OS POSITIVOS

já vimos esse filme

« breaking the business model »

Comparamos modas nos universos paralelos das casas-mãe da DC/Marvel, mais sensíveis aos humores de Hollywood do que interessados na indústria da imprensa periódica (*) Cada vez menos impressa ou periódica e rendida ao on-demand digital, ie, indiferente ao onde e quando.. Apesar da regra ser o adiamento dos filmes, são as excepções que nos levantam sobrolho e a badalar circuitos especializados e cor-de-filme, um arrastar da novela começada pela Netflix: o memo da Universal que declara o direct-to-market como receita a repetir de futuro e a reação previsível das salas de cinemas excluídas nesse processo.
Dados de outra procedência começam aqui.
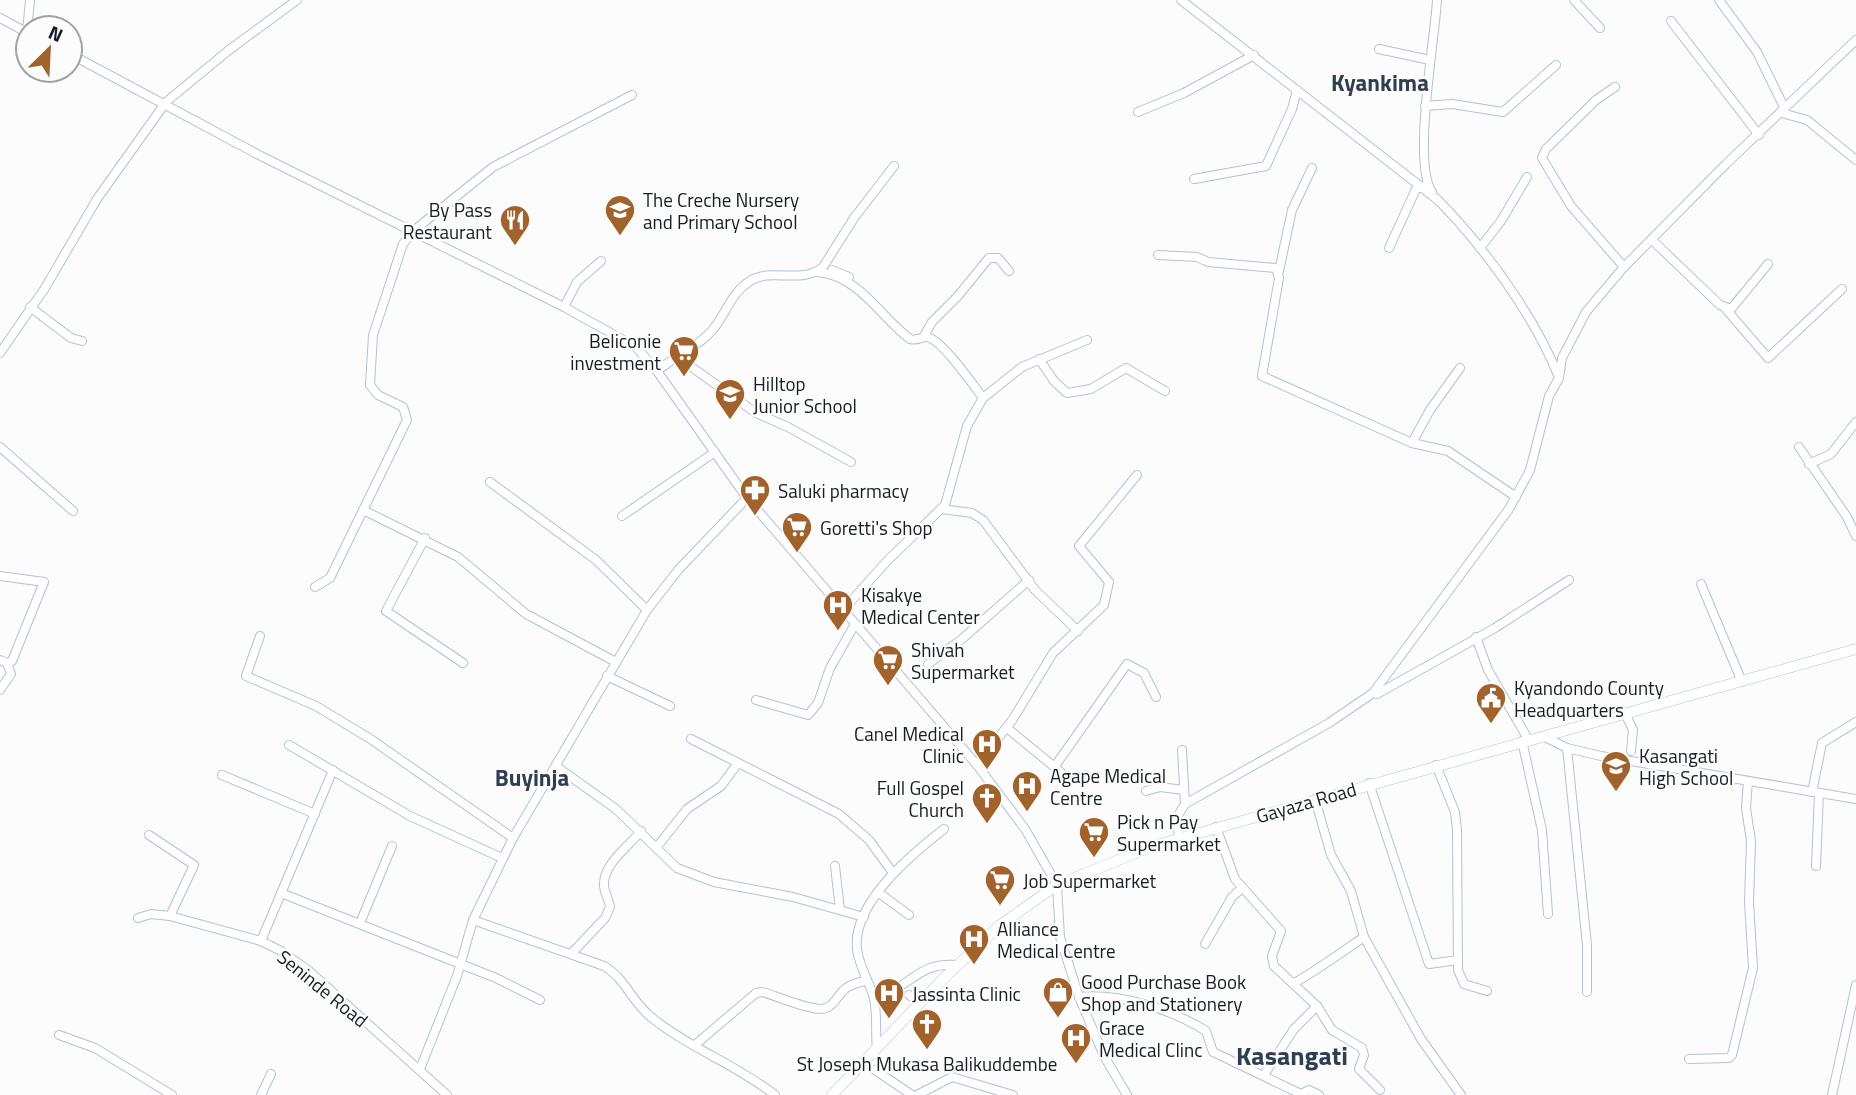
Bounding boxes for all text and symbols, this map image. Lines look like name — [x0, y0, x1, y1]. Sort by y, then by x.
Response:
north arrow — [14, 14, 84, 84]
text: N — [44, 17, 68, 49]
district label: Kyankima — [1331, 65, 1429, 100]
place label: The Creche Nursery and Primary School — [643, 185, 799, 236]
school or university icon: The Creche Nursery and Primary School — [603, 193, 637, 237]
place label: By Pass Restaurant — [403, 195, 492, 246]
restaurant icon: By Pass Restaurant — [498, 203, 532, 247]
place label: Beliconie investment — [570, 326, 661, 377]
supermarket icon: Beliconie investment — [667, 334, 701, 378]
place label: Hilltop Junior School — [753, 369, 857, 420]
school or university icon: Hilltop Junior School — [713, 377, 747, 421]
pharmacy icon: Saluki pharmacy — [738, 473, 772, 517]
place label: Saluki pharmacy — [778, 476, 909, 505]
supermarket icon: Goretti's Shop — [780, 510, 814, 554]
place label: Goretti's Shop — [820, 513, 933, 542]
place label: Kisakye Medical Center — [861, 580, 980, 631]
hospital icon: Kisakye Medical Center — [821, 588, 855, 632]
place label: Shivah Supermarket — [911, 635, 1015, 686]
supermarket icon: Shivah Supermarket — [871, 643, 905, 687]
place label: Kyandondo County Headquarters — [1514, 673, 1664, 724]
public building icon: Kyandondo County Headquarters — [1474, 681, 1508, 725]
place label: Canel Medical Clinic — [854, 719, 964, 770]
hospital icon: Canel Medical Clinic — [970, 727, 1004, 771]
place label: Kasangati High School — [1639, 741, 1733, 792]
school or university icon: Kasangati High School — [1599, 749, 1633, 793]
district label: Buyinja — [495, 760, 569, 795]
place label: Agape Medical Centre — [1050, 761, 1166, 812]
hospital icon: Agape Medical Centre — [1010, 769, 1044, 813]
place label: Full Gospel Church — [877, 773, 964, 824]
street label: Gayaza Road — [1252, 774, 1360, 830]
church icon: Full Gospel Church — [970, 781, 1004, 825]
place label: Pick n Pay Supermarket — [1117, 807, 1221, 858]
supermarket icon: Pick n Pay Supermarket — [1077, 815, 1111, 859]
supermarket icon: Job Supermarket — [983, 863, 1017, 907]
place label: Job Supermarket — [1023, 866, 1157, 895]
place label: Alliance Medical Centre — [997, 914, 1116, 965]
hospital icon: Alliance Medical Centre — [957, 922, 991, 966]
street label: Seninde Road — [271, 942, 375, 1034]
place label: Good Purchase Book Shop and Stationery — [1081, 967, 1246, 1018]
shop icon: Good Purchase Book Shop and Stationery — [1041, 975, 1075, 1019]
hospital icon: Jassinta Clinic — [872, 976, 906, 1020]
place label: Jassinta Clinic — [912, 979, 1021, 1008]
church icon: St Joseph Mukasa Balikuddembe — [910, 1007, 944, 1051]
place label: Grace Medical Clinc — [1099, 1013, 1202, 1064]
hospital icon: Grace Medical Clinc — [1059, 1021, 1093, 1065]
district label: Kasangati — [1236, 1036, 1348, 1075]
place label: St Joseph Mukasa Balikuddembe — [797, 1049, 1057, 1078]

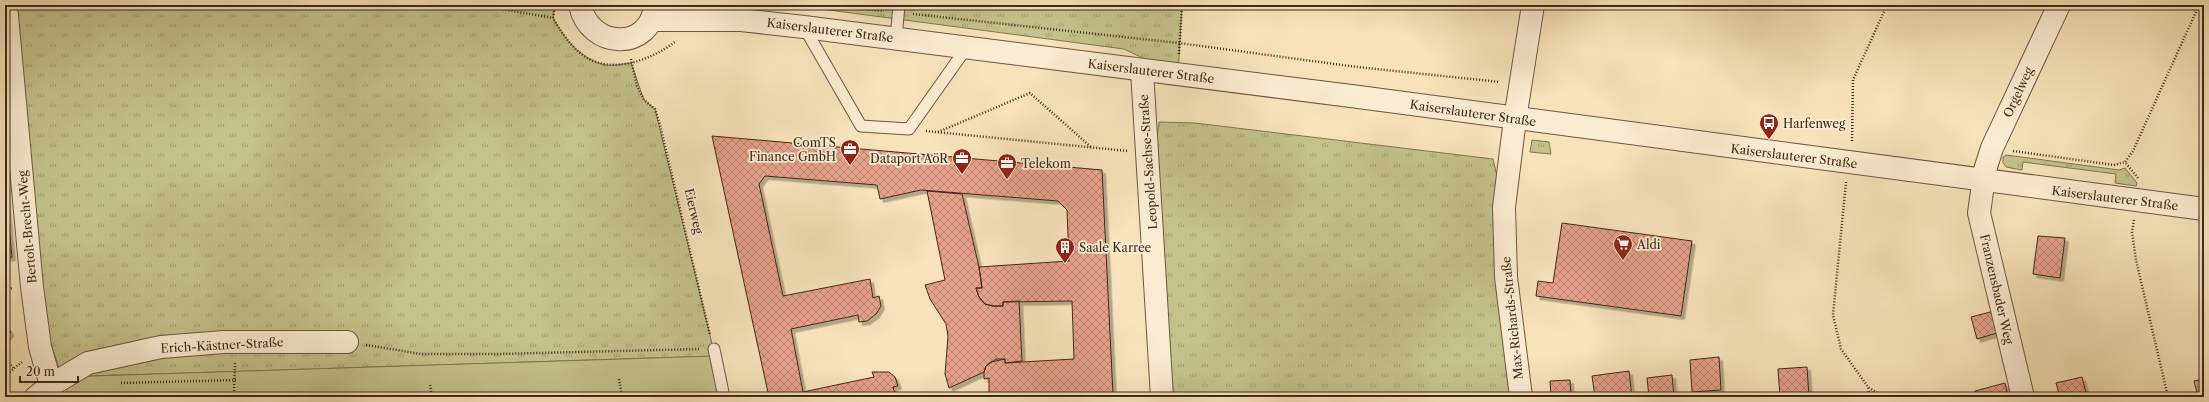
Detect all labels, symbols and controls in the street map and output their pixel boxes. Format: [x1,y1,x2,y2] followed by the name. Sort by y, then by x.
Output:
[766,15,894,45] street label: Kaiserslauterer Straße
[1087,56,1215,86] street label: Kaiserslauterer Straße
[2000,64,2037,120] street label: Orgelweg
[1136,94,1160,230] street label: Leopold-Sachse-Straße
[1409,97,1537,129] street label: Kaiserslauterer Straße
[1758,112,1780,140] bus stop icon: Harfenweg
[1783,116,1846,131] place label: Harfenweg
[749,135,836,164] place label: ComTS Finance GmbH
[839,138,861,166] office icon: ComTS Finance GmbH
[1730,141,1858,171] street label: Kaiserslauterer Straße
[951,147,973,175] office icon: Dataport AöR
[870,151,949,166] place label: Dataport AöR
[996,152,1018,180] office icon: Telekom
[1021,156,1071,171] place label: Telekom
[15,169,39,284] street label: Bertolt-Brecht-Weg
[2051,183,2179,213] street label: Kaiserslauterer Straße
[681,187,707,236] street label: Eierweg
[1977,232,2017,346] street label: Franzensbader Weg
[1612,233,1634,261] supermarket icon: Aldi
[1054,236,1076,264] building icon: Saale Karree
[1636,237,1661,252] place label: Aldi
[1079,240,1152,255] place label: Saale Karree
[1498,255,1526,380] street label: Max-Richards-Straße
[160,334,284,356] street label: Erich-Kästner-Straße
[20,358,78,384] scale bar
[26,364,55,379] text: 20 m

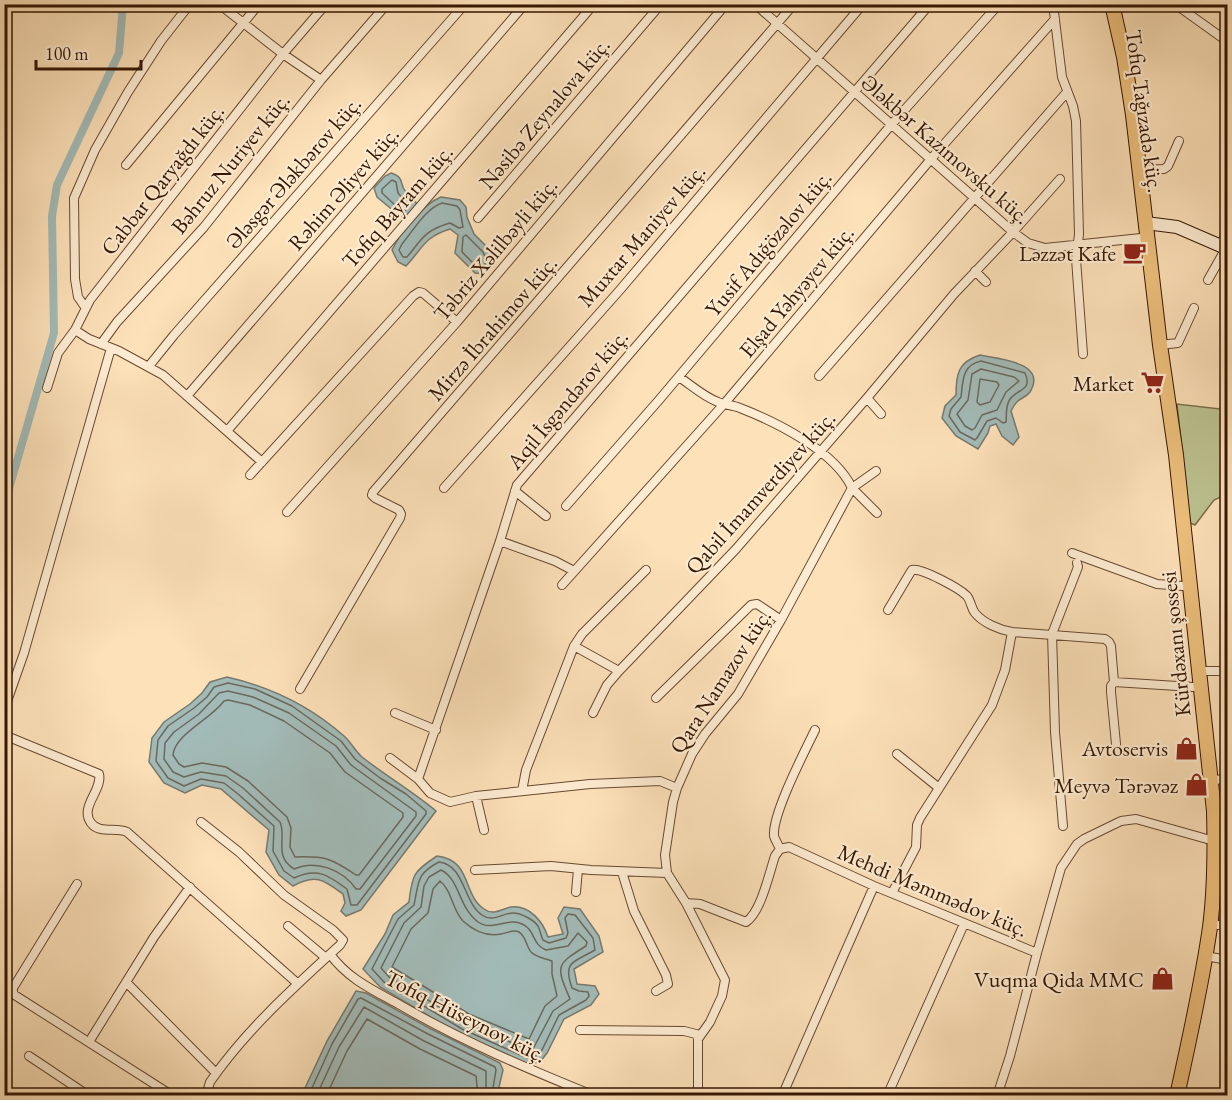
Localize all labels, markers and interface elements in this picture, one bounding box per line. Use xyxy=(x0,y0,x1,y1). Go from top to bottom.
street label: Tofiq Tağızadə küç. xyxy=(1119,28,1170,194)
street label: Nəsibə Zeynalova küç. xyxy=(472,31,616,195)
scale bar xyxy=(36,33,141,71)
text: 100 m xyxy=(45,42,89,65)
street label: Ələkbər Kazımovsku küç. xyxy=(855,68,1036,231)
street label: Bəhruz Nuriyev küç. xyxy=(164,87,296,240)
street label: Ələsgər Ələkbərov küç. xyxy=(219,90,368,255)
street label: Cabbar Qaryağdı küç. xyxy=(94,98,231,261)
street label: Rəhim Əliyev küç. xyxy=(281,120,405,257)
street label: Tofiq Bayram küç. xyxy=(335,138,459,274)
street label: Muxtar Maniyev küç. xyxy=(571,157,712,313)
street label: Yusif Adığözəlov küç. xyxy=(699,164,838,323)
street label: Təbriz Xəlilbəyli küç. xyxy=(427,172,564,327)
street label: Elşad Yəhyəyev küç. xyxy=(732,219,860,364)
place label: Ləzzət Kafe xyxy=(1019,239,1116,268)
cafe icon: Ləzzət Kafe xyxy=(1121,240,1147,266)
street label: Mirzə İbrahimov küç. xyxy=(421,250,564,407)
street label: Aqil İsgəndərov küç. xyxy=(500,323,635,476)
place label: Market xyxy=(1073,369,1134,398)
supermarket icon: Market xyxy=(1139,370,1165,396)
street label: Qabil İmamverdiyev küç. xyxy=(679,404,842,580)
street label: Kürdəxanı şossesi xyxy=(1153,570,1198,718)
street label: Qara Namazov küç. xyxy=(663,604,778,759)
place label: Avtoservis xyxy=(1081,734,1168,763)
shop icon: Avtoservis xyxy=(1173,735,1199,761)
place label: Meyvə Tərəvəz xyxy=(1054,771,1179,800)
shop icon: Meyvə Tərəvəz xyxy=(1183,772,1209,798)
street label: Mehdi Məmmədov küç. xyxy=(833,837,1032,944)
street label: Tofiq Hüseynov küç. xyxy=(380,963,551,1070)
place label: Vuqma Qida MMC xyxy=(974,965,1144,994)
shop icon: Vuqma Qida MMC xyxy=(1149,966,1175,992)

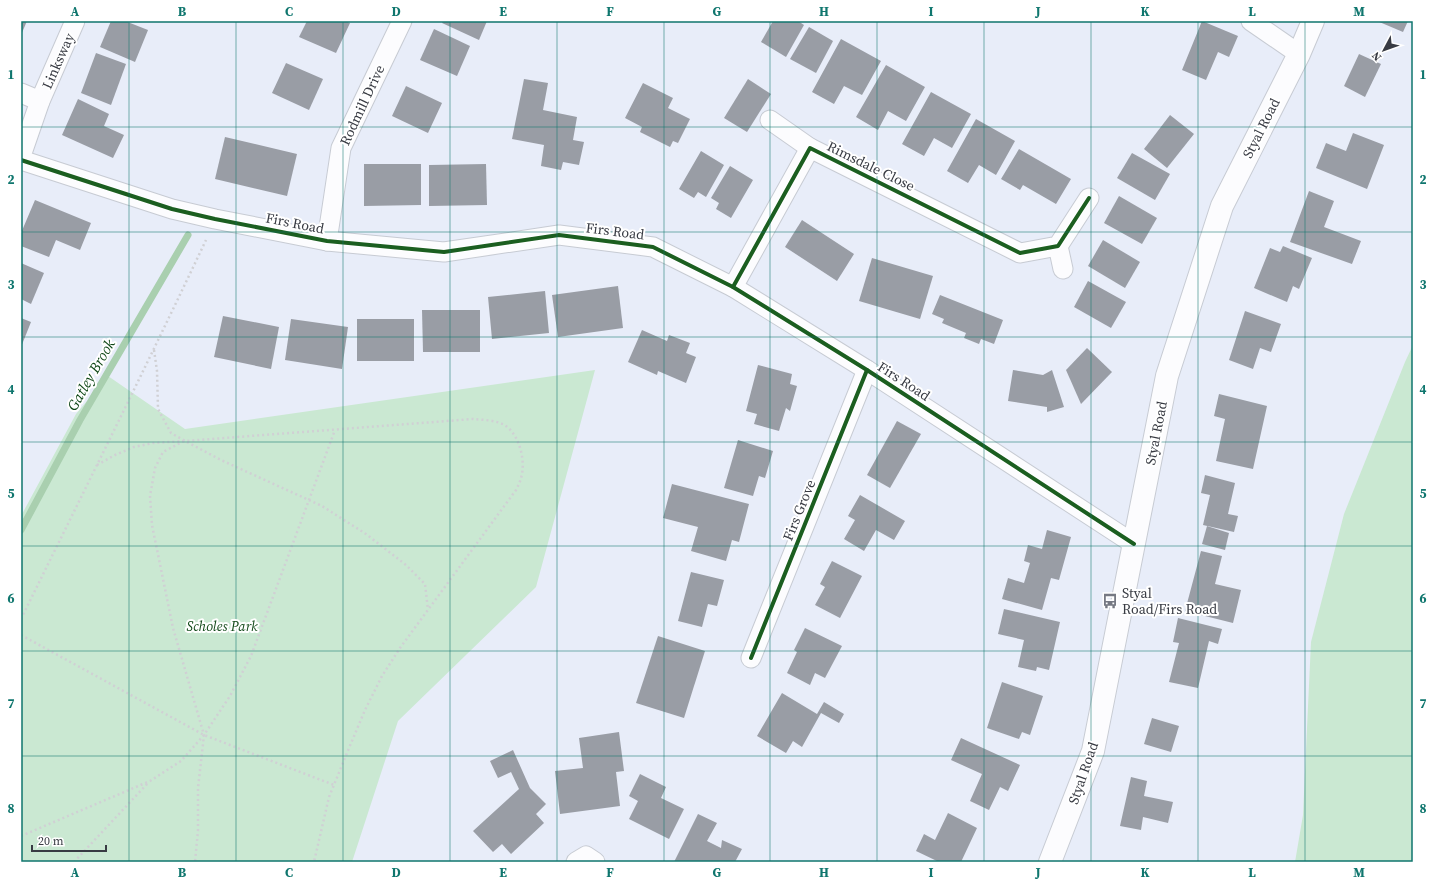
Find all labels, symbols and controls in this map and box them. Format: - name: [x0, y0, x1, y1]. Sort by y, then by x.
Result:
- text: A: [71, 3, 80, 20]
- text: B: [178, 3, 187, 20]
- text: C: [285, 3, 293, 20]
- text: D: [391, 3, 401, 20]
- text: E: [499, 3, 507, 20]
- text: F: [606, 3, 614, 20]
- text: G: [713, 3, 722, 20]
- text: H: [819, 3, 829, 20]
- text: I: [928, 3, 934, 20]
- text: J: [1034, 3, 1041, 20]
- text: K: [1140, 3, 1150, 20]
- text: L: [1248, 3, 1256, 20]
- text: M: [1353, 3, 1365, 20]
- street label: Linksway: [37, 29, 80, 92]
- north arrow: [1364, 30, 1404, 70]
- text: N: [1369, 48, 1385, 64]
- street label: Rodmill Drive: [335, 61, 389, 149]
- text: 1: [7, 66, 15, 83]
- text: 1: [1419, 66, 1427, 83]
- street label: Styal Road: [1237, 95, 1285, 161]
- street label: Rimsdale Close: [824, 136, 918, 196]
- text: 2: [7, 171, 15, 188]
- text: 2: [1419, 171, 1427, 188]
- street label: Firs Road: [264, 208, 326, 238]
- street label: Firs Road: [585, 217, 646, 245]
- text: 3: [7, 276, 15, 293]
- text: 3: [1419, 276, 1427, 293]
- water label: Gatley Brook: [62, 334, 120, 414]
- street label: Firs Road: [874, 357, 934, 405]
- text: 4: [7, 381, 15, 398]
- text: 4: [1419, 381, 1427, 398]
- street label: Styal Road: [1140, 399, 1172, 467]
- street label: Firs Grove: [778, 476, 820, 544]
- text: 5: [7, 485, 15, 502]
- text: 5: [1419, 485, 1427, 502]
- place label: Styal Road/Firs Road: [1122, 583, 1217, 619]
- text: 6: [7, 590, 15, 607]
- text: 6: [1419, 590, 1427, 607]
- bus stop icon: Styal Road/Firs Road: [1101, 592, 1119, 610]
- park label: Scholes Park: [186, 616, 258, 636]
- text: 7: [7, 695, 15, 712]
- text: 7: [1419, 695, 1427, 712]
- street label: Styal Road: [1063, 739, 1103, 807]
- text: 8: [7, 800, 15, 817]
- text: 8: [1419, 800, 1427, 817]
- scale bar: [32, 827, 106, 853]
- text: 20 m: [38, 833, 64, 849]
- text: A: [71, 864, 80, 881]
- text: B: [178, 864, 187, 881]
- text: C: [285, 864, 293, 881]
- text: D: [391, 864, 401, 881]
- text: E: [499, 864, 507, 881]
- text: F: [606, 864, 614, 881]
- text: G: [713, 864, 722, 881]
- text: H: [819, 864, 829, 881]
- text: I: [928, 864, 934, 881]
- text: J: [1034, 864, 1041, 881]
- text: K: [1140, 864, 1150, 881]
- text: L: [1248, 864, 1256, 881]
- text: M: [1353, 864, 1365, 881]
Do final da peça à vossa atenção, aquele "e se" cada vez mais gritante: não há cinema sem salas de cinema como não há bd sem livros. Excepto quando há. Desse filme, em fast forward:

Like it or not, the floodgates have opened.

With cinemas closed, Hollywood studios are challenging the sacrosanct tradition that multiplexes air films first. Instead, they are pushing new films straight to fans at home.

Universal’s latest on-demand hit, kept out of theatres by Covid-19, has made more profit in three weeks than its predecessor did in five months on the big screen. Emboldened by its success, last week the company indicated that it would collapse the cinema release window by releasing films digitally at the same time.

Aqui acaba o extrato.